Dataset entries:
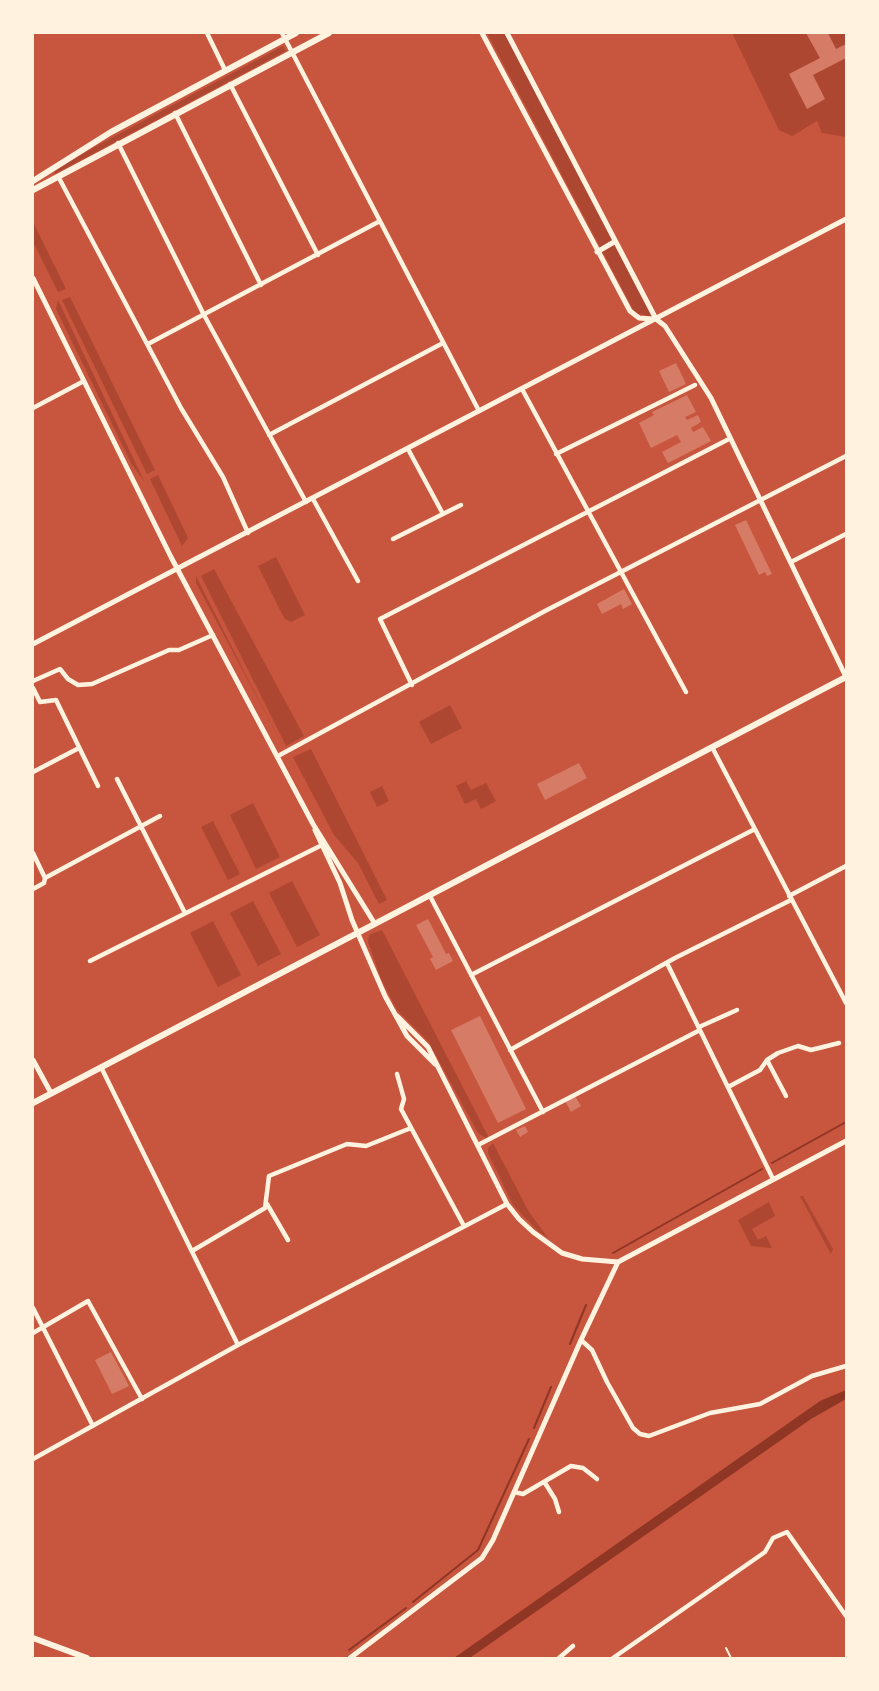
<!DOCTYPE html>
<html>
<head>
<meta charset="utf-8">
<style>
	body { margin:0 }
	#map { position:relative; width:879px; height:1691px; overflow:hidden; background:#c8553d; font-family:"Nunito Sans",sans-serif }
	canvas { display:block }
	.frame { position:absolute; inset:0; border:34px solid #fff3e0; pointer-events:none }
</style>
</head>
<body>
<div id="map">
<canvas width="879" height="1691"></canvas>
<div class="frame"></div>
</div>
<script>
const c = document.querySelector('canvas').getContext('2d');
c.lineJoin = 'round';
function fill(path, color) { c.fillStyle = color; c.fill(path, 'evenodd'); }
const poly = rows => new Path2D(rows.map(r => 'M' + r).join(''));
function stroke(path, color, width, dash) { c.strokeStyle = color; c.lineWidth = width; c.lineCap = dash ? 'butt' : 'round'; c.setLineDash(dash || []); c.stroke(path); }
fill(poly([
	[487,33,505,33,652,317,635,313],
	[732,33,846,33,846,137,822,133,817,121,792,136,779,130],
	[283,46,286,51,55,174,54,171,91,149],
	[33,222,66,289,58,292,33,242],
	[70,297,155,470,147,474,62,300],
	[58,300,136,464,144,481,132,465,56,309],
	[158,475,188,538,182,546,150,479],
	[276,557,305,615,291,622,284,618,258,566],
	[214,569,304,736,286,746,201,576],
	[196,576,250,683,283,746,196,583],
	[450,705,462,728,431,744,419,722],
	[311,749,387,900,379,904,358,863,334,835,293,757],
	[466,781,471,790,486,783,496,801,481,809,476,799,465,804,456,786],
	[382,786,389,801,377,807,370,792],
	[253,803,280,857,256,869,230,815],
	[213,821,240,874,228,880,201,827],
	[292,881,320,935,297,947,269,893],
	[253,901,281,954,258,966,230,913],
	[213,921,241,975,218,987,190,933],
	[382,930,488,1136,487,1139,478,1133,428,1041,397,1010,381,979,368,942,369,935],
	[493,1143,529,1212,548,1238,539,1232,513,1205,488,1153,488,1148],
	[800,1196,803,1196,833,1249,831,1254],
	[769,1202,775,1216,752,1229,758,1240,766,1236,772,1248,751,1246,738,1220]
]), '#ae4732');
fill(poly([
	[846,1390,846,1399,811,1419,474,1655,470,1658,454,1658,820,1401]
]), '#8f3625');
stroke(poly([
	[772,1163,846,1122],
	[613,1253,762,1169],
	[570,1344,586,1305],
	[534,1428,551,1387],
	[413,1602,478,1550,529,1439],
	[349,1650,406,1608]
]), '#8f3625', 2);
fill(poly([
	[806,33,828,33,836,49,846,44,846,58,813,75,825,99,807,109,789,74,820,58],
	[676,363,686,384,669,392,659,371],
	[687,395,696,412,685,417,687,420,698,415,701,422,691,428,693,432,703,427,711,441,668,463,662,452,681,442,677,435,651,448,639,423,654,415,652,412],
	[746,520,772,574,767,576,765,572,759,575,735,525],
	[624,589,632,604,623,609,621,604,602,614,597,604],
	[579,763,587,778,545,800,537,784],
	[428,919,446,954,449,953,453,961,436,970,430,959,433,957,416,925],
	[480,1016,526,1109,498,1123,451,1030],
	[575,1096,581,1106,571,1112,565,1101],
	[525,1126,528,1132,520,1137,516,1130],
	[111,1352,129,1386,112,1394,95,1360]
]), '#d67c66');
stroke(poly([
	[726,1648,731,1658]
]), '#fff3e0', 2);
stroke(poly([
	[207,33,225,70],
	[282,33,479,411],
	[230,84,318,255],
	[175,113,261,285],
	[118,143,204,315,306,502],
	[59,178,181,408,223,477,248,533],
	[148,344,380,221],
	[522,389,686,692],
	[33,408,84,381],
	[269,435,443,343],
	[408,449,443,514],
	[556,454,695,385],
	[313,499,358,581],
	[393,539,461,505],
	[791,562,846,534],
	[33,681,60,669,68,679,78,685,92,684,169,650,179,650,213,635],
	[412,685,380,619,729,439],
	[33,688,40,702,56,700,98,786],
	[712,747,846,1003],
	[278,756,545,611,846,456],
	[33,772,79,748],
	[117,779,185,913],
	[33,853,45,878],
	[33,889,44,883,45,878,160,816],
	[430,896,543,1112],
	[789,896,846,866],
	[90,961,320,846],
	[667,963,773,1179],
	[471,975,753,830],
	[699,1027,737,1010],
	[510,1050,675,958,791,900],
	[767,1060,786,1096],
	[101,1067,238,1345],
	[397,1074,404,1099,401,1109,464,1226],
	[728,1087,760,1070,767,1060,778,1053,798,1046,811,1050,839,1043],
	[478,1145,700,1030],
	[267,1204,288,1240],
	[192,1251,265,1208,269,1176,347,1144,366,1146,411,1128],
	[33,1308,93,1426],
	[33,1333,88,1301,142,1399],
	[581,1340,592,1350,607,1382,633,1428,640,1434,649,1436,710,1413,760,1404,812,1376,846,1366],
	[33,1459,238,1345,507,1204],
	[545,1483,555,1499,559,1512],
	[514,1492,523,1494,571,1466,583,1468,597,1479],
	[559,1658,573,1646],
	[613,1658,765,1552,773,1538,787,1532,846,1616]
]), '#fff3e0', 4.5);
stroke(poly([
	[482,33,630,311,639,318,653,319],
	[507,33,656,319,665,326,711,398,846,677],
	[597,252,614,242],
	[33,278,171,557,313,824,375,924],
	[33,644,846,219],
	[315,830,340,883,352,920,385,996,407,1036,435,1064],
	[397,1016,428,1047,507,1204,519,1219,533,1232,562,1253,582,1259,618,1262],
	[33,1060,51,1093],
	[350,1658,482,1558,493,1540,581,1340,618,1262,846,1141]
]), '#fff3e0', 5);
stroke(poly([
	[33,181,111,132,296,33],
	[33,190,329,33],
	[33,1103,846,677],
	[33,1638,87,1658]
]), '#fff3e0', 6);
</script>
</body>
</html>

--

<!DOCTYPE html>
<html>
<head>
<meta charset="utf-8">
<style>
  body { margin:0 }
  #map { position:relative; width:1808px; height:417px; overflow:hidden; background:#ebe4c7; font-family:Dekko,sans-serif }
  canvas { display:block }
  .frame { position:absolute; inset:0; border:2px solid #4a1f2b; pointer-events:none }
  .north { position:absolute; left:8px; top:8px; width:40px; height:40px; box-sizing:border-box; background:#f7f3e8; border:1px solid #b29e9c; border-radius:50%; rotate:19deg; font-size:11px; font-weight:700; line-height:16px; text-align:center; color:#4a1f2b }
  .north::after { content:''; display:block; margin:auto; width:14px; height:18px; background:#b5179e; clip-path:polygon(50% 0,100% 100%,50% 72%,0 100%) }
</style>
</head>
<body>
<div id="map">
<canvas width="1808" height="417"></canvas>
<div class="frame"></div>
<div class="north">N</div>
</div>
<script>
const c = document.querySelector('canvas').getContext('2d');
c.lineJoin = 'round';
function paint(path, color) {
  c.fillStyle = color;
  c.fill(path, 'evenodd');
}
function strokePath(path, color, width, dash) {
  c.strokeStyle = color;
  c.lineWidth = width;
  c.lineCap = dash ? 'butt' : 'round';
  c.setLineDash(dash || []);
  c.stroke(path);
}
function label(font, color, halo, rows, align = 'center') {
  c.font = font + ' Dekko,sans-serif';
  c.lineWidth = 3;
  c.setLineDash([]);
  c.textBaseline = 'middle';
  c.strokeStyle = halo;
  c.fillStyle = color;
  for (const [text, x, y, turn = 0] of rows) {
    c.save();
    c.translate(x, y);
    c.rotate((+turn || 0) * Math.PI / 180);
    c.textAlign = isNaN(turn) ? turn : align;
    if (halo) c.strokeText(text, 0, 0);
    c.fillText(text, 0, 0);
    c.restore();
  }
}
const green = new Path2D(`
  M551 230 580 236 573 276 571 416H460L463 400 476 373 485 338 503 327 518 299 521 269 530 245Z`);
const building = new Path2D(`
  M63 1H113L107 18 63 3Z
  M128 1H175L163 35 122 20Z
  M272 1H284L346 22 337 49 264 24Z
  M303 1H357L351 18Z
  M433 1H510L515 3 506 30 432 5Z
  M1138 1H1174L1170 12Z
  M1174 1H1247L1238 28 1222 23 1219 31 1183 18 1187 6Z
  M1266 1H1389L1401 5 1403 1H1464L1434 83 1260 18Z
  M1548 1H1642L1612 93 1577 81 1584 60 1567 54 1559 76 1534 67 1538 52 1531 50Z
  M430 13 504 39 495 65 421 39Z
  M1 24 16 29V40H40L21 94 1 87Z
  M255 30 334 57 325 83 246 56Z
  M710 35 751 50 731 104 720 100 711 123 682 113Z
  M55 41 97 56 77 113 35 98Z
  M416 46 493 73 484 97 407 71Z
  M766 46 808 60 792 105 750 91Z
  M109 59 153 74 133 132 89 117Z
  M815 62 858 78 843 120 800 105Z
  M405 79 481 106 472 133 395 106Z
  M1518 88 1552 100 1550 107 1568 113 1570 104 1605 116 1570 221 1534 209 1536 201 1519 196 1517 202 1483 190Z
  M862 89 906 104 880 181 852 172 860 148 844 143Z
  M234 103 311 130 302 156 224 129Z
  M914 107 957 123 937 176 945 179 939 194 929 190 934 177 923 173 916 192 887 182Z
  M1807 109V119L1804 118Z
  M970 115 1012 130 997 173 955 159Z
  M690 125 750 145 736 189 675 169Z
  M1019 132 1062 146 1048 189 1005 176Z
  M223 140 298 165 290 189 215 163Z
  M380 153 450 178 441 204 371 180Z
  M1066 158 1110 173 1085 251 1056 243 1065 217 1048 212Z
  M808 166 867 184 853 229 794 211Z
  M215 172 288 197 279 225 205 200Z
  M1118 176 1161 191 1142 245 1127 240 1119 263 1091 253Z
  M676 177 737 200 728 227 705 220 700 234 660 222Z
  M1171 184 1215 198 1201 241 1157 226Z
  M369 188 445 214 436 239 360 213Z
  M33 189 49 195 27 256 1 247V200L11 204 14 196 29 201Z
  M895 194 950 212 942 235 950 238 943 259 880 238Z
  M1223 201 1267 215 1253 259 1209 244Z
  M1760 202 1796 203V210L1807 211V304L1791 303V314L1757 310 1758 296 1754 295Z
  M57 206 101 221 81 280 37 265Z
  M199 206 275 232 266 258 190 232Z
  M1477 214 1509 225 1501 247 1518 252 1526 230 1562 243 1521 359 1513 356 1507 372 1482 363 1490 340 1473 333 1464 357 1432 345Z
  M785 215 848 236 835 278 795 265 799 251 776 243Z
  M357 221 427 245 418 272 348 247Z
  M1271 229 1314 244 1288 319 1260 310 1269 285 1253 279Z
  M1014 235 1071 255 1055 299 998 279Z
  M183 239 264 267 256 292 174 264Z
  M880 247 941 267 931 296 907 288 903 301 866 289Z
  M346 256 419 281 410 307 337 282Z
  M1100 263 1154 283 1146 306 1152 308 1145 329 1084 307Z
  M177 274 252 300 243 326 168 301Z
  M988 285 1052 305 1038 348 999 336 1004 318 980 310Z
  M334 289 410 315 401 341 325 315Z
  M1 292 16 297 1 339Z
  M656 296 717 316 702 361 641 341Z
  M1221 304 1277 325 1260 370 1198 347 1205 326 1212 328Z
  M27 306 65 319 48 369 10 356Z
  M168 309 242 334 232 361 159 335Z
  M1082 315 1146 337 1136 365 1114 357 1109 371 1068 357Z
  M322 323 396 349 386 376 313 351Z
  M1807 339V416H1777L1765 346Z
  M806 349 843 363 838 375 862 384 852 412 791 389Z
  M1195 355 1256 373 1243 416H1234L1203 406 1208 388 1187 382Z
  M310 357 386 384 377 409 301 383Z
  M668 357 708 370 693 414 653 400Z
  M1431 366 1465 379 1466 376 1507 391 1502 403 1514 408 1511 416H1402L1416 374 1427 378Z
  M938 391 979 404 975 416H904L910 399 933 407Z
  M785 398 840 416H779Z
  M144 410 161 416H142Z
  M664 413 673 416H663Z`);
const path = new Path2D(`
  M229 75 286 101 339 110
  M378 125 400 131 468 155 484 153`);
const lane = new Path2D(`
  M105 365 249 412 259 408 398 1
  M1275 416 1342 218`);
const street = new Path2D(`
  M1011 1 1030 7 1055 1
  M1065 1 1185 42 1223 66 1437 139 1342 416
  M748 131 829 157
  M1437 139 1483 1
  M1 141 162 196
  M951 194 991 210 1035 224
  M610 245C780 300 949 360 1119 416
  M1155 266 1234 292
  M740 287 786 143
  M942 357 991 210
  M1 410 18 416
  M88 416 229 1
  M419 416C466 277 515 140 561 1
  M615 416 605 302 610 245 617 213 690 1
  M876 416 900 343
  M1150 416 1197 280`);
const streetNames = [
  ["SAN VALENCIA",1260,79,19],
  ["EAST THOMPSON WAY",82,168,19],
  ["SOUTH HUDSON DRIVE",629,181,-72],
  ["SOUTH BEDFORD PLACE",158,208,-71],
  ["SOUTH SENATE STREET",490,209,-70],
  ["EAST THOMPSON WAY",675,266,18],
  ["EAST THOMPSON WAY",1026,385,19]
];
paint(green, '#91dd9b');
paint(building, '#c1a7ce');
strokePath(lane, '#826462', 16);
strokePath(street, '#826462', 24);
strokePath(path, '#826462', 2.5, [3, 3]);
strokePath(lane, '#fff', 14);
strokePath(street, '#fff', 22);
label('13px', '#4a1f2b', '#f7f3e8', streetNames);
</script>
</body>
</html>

→ **Task details**
For the string "rows", filter the data and copy out each line where it occurs.

→ **Exercise output**
const poly = rows => new Path2D(rows.map(r => 'M' + r).join(''));
function label(font, color, halo, rows, align = 'center') {
  for (const [text, x, y, turn = 0] of rows) {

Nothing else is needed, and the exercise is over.